Nano-ceramic composite scaffolds for bioreactor-based bone engineering

Abstract

Background: Composites of biodegradable polymers and bioactive ceramics are candidates for tissue-engineered scaffolds that closely match the properties of bone. We previously developed a porous, three-dimensional poly (D,L-lactide-co-glycolide) (PLAGA)/nanohydroxyapatite (n-HA) scaffold as a potential bone tissue engineering matrix suitable for high-aspect ratio vessel (HARV) bioreactor applications. However, the physical and cellular properties of this scaffold are unknown. The present study aims to evaluate the effect of n-HA in modulating PLAGA scaffold properties and human mesenchymal stem cell (HMSC) responses in a HARV bioreactor.

Questions/purposes: By comparing PLAGA/n-HA and PLAGA scaffolds, we asked whether incorporation of n-HA (1) accelerates scaffold degradation and compromises mechanical integrity; (2) promotes HMSC proliferation and differentiation; and (3) enhances HMSC mineralization when cultured in HARV bioreactors.

Methods: PLAGA/n-HA scaffolds (total number = 48) were loaded into HARV bioreactors for 6 weeks and monitored for mass, molecular weight, mechanical, and morphological changes. HMSCs were seeded on PLAGA/n-HA scaffolds (total number = 38) and cultured in HARV bioreactors for 28 days. Cell migration, proliferation, osteogenic differentiation, and mineralization were characterized at four selected time points. The same amount of PLAGA scaffolds were used as controls.
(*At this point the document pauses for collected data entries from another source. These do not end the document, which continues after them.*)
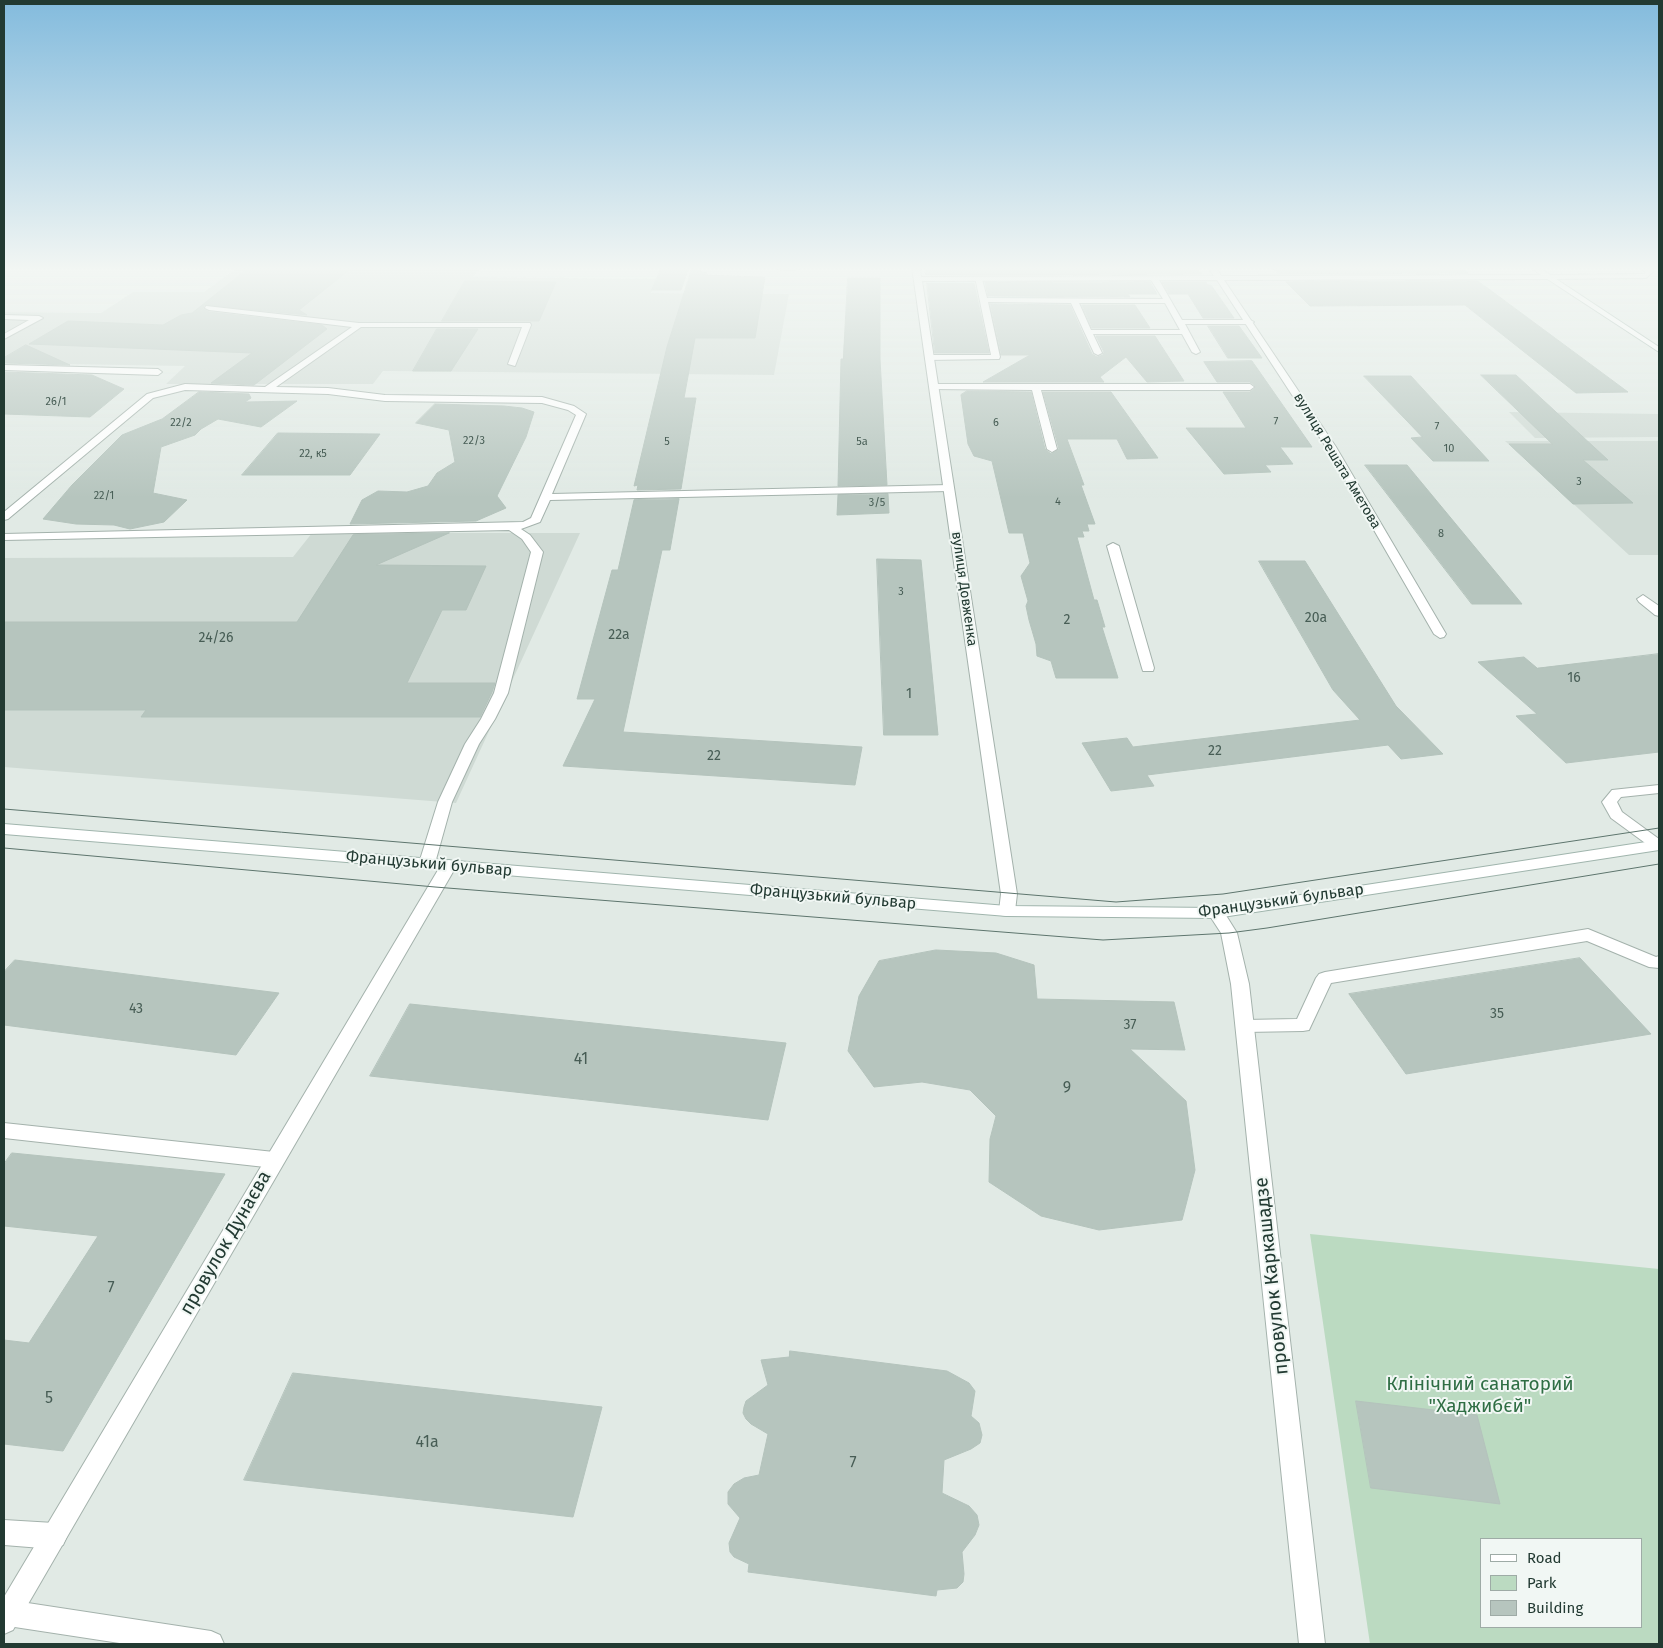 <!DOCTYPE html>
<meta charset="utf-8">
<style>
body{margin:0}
#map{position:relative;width:1663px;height:1648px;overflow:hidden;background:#e1eae5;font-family:"Fira Sans",sans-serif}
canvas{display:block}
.frame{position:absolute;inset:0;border:5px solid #223a32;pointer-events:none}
.legend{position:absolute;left:1480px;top:1538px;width:162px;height:90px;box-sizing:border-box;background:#f1f7f4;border:1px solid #9eaba6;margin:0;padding:6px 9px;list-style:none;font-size:15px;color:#223a32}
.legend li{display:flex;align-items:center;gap:10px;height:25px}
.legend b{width:25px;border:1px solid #9eaba6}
</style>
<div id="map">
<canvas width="1663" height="1648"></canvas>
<div class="frame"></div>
<ul class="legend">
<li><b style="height:6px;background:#fff"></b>Road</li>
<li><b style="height:14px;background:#bbdac1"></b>Park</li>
<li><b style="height:14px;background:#b6c5be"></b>Building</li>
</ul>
</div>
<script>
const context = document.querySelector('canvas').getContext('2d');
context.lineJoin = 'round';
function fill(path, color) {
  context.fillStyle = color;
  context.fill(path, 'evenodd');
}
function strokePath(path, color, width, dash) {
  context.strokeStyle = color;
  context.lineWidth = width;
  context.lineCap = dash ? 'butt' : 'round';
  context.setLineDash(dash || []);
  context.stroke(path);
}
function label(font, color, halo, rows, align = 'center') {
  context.font = font + ' "Fira Sans",sans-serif';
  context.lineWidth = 4;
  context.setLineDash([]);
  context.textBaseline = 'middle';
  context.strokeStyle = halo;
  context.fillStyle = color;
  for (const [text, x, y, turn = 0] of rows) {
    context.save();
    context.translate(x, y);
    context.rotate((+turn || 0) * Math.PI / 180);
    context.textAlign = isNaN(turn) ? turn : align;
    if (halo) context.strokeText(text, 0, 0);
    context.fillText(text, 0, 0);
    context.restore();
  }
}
const built = new Path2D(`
 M238,267h243l-8,10 184,2 -6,14 138,1 -15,81 -391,-4 -10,13h-207l19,-18 -181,-3v-51l97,1 32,-21h71z
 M1509,412l150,2v23l-124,1z
 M1505,441h154v114h-30z
 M312,533h268l-124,270 -452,-36v-209l289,-1z`);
const green = new Path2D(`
 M1310,1234l349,35v375h-289zM1482,1539h160v88h-160z`);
const building = new Path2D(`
 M250,267h103l-54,43 8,5 -103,-10 -1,4 6,3 113,13 5,4 -73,56 -43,-2 41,-30 -223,-9 39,-23 95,4 18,-10 11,-2z
 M662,267h27l-8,23h-29z
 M925,267h271l5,7 -275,1z
 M1272,267h187l9,6 -189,1z
 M692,269l15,4 -1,2 59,2 -10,61h-60l-11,60h12l-15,91 -44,1 1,-5 -4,1 33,-139z
 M848,278h32v81l7,126 -49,1 3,-127h2z
 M465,281l91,1 -17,39h-97z
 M1478,281l150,111 -52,1 -111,-88 -155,1 -24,-24z
 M1150,282l7,12h-29l2,3 -142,-1 -3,-13z
 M1162,282h44l2,3h3l23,33h-31l-15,-24h-19z
 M927,283h47l15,70h-54z
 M990,304l80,1 22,49 5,3 6,-2 1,-3 -8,-16h59l29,45 -37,1 -21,-25 -26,20 4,5h-121l47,-27h-29z
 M1082,305h53l15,23h-58z
 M1208,326h31l23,32h-34z
 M437,329h41l-27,42h-38z
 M26,345l44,20 -66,-2v-5z
 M1252,361l60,86h-32l13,17 -28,1 6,7 -47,2 -38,-46h60l-23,-36h27l5,-4v-2l-5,-4h-33l-13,-20z
 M4,372l88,3 32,14 -34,28 -86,-3z
 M1481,375h35l92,85h-25l50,43 -60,1 -64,-60h43z
 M1364,376h47l78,85h-56l-22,-23 11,-1z
 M967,391l64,1 14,57 6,5 8,-5 -16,-57h68l47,66 -31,1 -10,-20h-50l17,46h-3l14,39h-8l2,7h-7l2,6h-7l17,63h3l8,27h-3l16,51h-62l-5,-17 -14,-5 -1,-12 -7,-24 -3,-14 2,-5 -7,-25 9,-13 -7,-30h-14l-17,-72 -18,-5 -6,-12 -7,-49z
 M199,392l50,2 2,4 -6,4 52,-1 -36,26 -43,-8 -17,10 -6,6 -34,12 -8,46 34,7 -23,22 -34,7 -16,-4 -38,-1 -33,-5 29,-34 50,-50 40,-16z
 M435,404l69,2 18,2 12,4 -8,25 -29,59 9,12 -30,13 -126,3 12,-24 16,-9 29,1 21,-6 9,-13 18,-11 -6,-32 -33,-7z
 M278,433l102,1 -30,41h-108z
 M1365,465h42l115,139h-50z
 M888,494l1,19 -52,2 1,-20z
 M679,499l-9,51h-8l-39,182 239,15 -7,38 -292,-19 32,-67h-18l35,-129h6l16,-70z
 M449,533l-73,32 110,1 -20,44h-24l-35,73h88l-3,9 -12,25h-339l5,-7h-142v-88h293l56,-87z
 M877,559l44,1 17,175h-54z
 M1259,561h46l91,145 47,48 -42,5 -13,-14 -241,30 7,11 -43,5 -29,-48 45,-5 6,9 227,-27 -27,-30z
 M1659,654v98l-93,11 -50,-47 21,-2 -59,-52 46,-5 13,11z
 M936,950l60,3 38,12 3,34 137,3 11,48 -55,-1 56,52 9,69 -13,50 -83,10 -58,-14 -52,-34 1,-43 6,-23 -26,-26 -48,-8 -48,5 -26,-36 11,-55 20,-35z
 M1580,958l71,76 -245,40 -57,-80z
 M15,960l264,33 -43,62 -232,-30v-53z
 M410,1004l376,39 -18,77 -398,-44z
 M12,1153l213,21 -162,277 -59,-7v-104l25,3 69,-107 -94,-10v-62z
 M790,1351l157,20 22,12 6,8 -4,25 8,7 3,12 -2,8 -9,6 -27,11 -2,33 27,13 8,9 2,10 -4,10 -13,17 2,22 -1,8 -6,6 -20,2 -1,6 -188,-24 1,-8 -15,-7 -4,-5 -1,-9 11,-25 -12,-14v-12l6,-8 10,-6 15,-3 9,-41 -17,-10 -5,-5 -3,-6 1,-6 2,-6 22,-16 -7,-25 28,-3z
 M293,1373l309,34 -29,110 -329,-37z
 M1356,1401l121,14 23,89 -129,-16z`);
const lane = new Path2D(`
 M773,267h30c-7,4 -23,4 -30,0z
 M1638,267h9l7,4 -8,7 -97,1 -4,-2 4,-2 95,-1 2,-2z
 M975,277l7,2 5,19 176,1 -12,-19 4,-2 4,2 23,40h68l4,2 -4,2h-65l15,28 -4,2 -4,-2 -10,-18h-89l9,19 -4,2 -4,-2 -23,-50 -83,-1 12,55 -1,2 -73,1 -1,-2 4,-3h62zM1079,303h86l15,27h-89z
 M206,306l153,17h171l1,2 -16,41 -7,-2 14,-37h-161l-85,60 52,1 57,7 157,2 32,9 12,8 -34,80 397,-9 5,3 -5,3 -399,9 -10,22 -19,7 9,6 13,17 -35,141 -13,26 -16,25 -27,58 -17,61 -2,3h-12l-2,-3 19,-61 27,-58 16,-25 13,-26 37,-141 -9,-13 -13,-9 -505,10v-6l519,-12 8,-4 45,-103 -8,-5 -26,-7 -157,-2 -57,-7 -143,-4 -32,8 -145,121 -4,1v-8l143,-118 38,-10 80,3 87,-60 -143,-17 -4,-2z
 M4,315l35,1 4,2 -39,21v-5l25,-14 -25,-1z
 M4,365l154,4 4,3 -4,3 -154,-5z
 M934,384h316l4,3 -4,3h-209l16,59 -5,3 -5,-3 -15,-59 -101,-1 -1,-2z
 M1331,444l5,3 110,187 -2,3 -4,1 -6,-4 -108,-187z
 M1113,543l6,3 35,122 -1,3h-10l-1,-3 -35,-122z
 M1643,595l16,11v10l-4,-1 -16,-13 -2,-3z
 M1659,785v8l-38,4 -4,5 5,10 37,27v10l-7,-1 -41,-30 -9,-16 10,-12z
 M1588,929l68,28 3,-1v12l-10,-1 -62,-26 -256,42 -22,47 -6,1 -58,1 -6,-1 -3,-5 3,-5 6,-1 52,-1 19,-41 3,-4 6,-2z
 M4,1123l270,29 7,2 3,6 -3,6 -7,2 -270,-30z
 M4,1520l50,3 9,4 4,9 -4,9 -9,4 -50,-4z
 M8,1600l203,31 9,4 4,9h-98l-118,-18 -4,-2v-22z`);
const street = new Path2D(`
 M912,267h8l1,10 293,-1 -6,-9h8l5,9 328,-1 4,2 -4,2 -325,1 112,167 -5,3 -5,-3 -109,-167 -295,1 95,613 -2,17 -2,4 -6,1 -6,-1 -2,-4 2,-17z
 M449,860l6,2 2,3 -444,765 -9,4v-37l437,-732 2,-3z
 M1216,908l6,1 15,24 12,51 76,660h-26l-68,-660 -10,-51 -13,-20 2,-4z`);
const secondary = new Path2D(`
 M1529,267h9l121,80v5z
 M4,824l1003,82 209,2 443,-68v10l-443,68 -209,-2 -1003,-82z`);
const tram = new Path2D(`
 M4,809l1112,93 107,-8 436,-66
 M4,848l431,39 668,53 126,-7 38,-5 392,-64`);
const farNumbernames = [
 ["26/1",56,402],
 ["7",1276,422],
 ["22/2",181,423],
 ["6",996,423],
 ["7",1437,427],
 ["22/3",474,441],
 ["5",667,442],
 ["5а",862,442],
 ["10",1449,449],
 ["22, к5",313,454],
 ["3",1579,482],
 ["22/1",104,496],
 ["4",1058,502],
 ["3/5",877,503],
 ["8",1441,534],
 ["3",901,592]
];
const farStreetnames = [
 ["вулиця Решата Аметова",1337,461,59],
 ["вулиця Довженка",964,589,82]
];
const numberNames = [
 ["20а",1316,618],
 ["2",1067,620],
 ["22а",619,635],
 ["24/26",216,638],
 ["16",1574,678],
 ["1",909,694],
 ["22",1215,751],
 ["22",714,756],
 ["43",136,1009],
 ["35",1497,1014],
 ["37",1130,1025]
];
const streetNames = [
 ["Французький бульвар",429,864,5],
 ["Французький бульвар",833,897,5],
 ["Французький бульвар",1281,901,-8]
];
const nearNumbernames = [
 ["41",581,1060],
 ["9",1067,1089],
 ["7",111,1289],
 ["5",49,1399],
 ["41а",427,1443],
 ["7",853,1464]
];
const nearStreetnames = [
 ["провулок Дунаєва",226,1243,-60],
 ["провулок Каркашадзе",1272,1276,-96]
];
const nearParknames = [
 ["Клінічний санаторий",1480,1385],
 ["\"Хаджибєй\"",1480,1407]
];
fill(built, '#cfdad4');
fill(green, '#bbdac1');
fill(building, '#b6c5be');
strokePath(building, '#b4c3bc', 1);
strokePath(lane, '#a4b2ac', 2);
strokePath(street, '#a4b2ac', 2);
strokePath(secondary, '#a0b5ad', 2);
fill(lane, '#fff');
fill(street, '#fff');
fill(secondary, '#fff');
strokePath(tram, '#5d756d', 1);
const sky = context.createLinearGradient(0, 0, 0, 498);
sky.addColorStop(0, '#83bbdd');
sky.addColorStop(0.54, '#f2f6f3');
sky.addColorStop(1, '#f2f6f300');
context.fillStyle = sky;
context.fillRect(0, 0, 1663, 498);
label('11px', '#475d55', null, farNumbernames);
label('14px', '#223a32', '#f1f7f4', farStreetnames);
label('14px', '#475d55', null, numberNames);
label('16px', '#223a32', '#f1f7f4', streetNames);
label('16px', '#475d55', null, nearNumbernames);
label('19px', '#223a32', '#f1f7f4', nearStreetnames);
label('19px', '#2f6e44', '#f1f7f4', nearParknames);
</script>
Results: The incorporation of n-HA did not alter the scaffold degradation pattern. PLAGA/n-HA scaffolds maintained their mechanical integrity throughout the 6 weeks in the dynamic culture environment. HMSCs seeded on PLAGA/n-HA scaffolds showed elevated proliferation, expression of osteogenic phenotypic markers, and mineral deposition as compared with cells seeded on PLAGA scaffolds. HMSCs migrated into the scaffold center with nearly uniform cell and extracellular matrix distribution in the scaffold interior.

Conclusions: The combination of PLAGA/n-HA scaffolds with HMSCs in HARV bioreactors may allow for the generation of engineered bone tissue.

Clinical relevance: In cases of large bone voids (such as bone cancer), tissue-engineered constructs may provide alternatives to traditional bone grafts by culturing patients' own MSCs with PLAGA/n-HA scaffolds in a HARV culture system.

Fig. 1

A flowchart illustrates the experimental design of the study.

Fig. 2A–D

Three-dimensional (3-D) micro-CT reconstructions of PLAGA/n-HA (A–B) and PLAGA (C–D) scaffolds at the surface (A, C) and cross-sectional interior (B, D). Red dots represent n-HA.

Fig. 3A–F

PLAGA/n-HA and PLAGA scaffold degradation under dynamic conditions. (A) Average scaffold weight and (B) PLAGA weight-average molecular weight change over time. (C) Scaffold compressive modulus and (D) compressive strength change over time. Scanning electron micrographs of PLAGA/n-HA scaffolds at (E) 3 weeks and (F) 6 weeks.

Fig. 4A–D

(A) Cell proliferation over time as measured by DNA quantification. (B) Normalized ALP activity of cells seeded on scaffolds over time. SEMs of cells on the surface of PLAGA/n-HA scaffolds at Day 14 (C) and Day 28 (D).

Fig. 5A–E

Calcium deposition by HMSCs over time. (A) Alizarin red staining of PLAGA/n-HA scaffolds: blank scaffold without cells and scaffolds seeded with cells for 7, 14, 21, and 28 days (left to right). SEM images of the (B) end, (C) side, and (D) cross-sectional interior of Alizarin red-stained cell-seeded PLAGA/n-HA scaffolds at Day 21. (E) Desorbed Alizarin red quantification as measured spectrophotometrically at 550 nm.

Fig. 6A–C

Immunofluorescent staining of HMSCs on PLAGA/n-HA scaffolds with DAPI (cell nuclei) and TRITC-conjugated phalloidin (polymerized actin) at (A) Day 7 (scaffold surface), (B) Day 21 (scaffold surface), and (C) Day 21 (scaffold center). The scale bars represent 200 μm.

Fig. 7A–C

After 28 days of dynamic culturing in a HARV bioreactor, HMSC-seeded PLAGA/n-HA scaffolds were stained with (A) H&E, (B) osteocalcin immunostain, or (C) osteopontin immunostain. Each image is representative of three different levels of three independent samples. The scale bars represent 200 μm.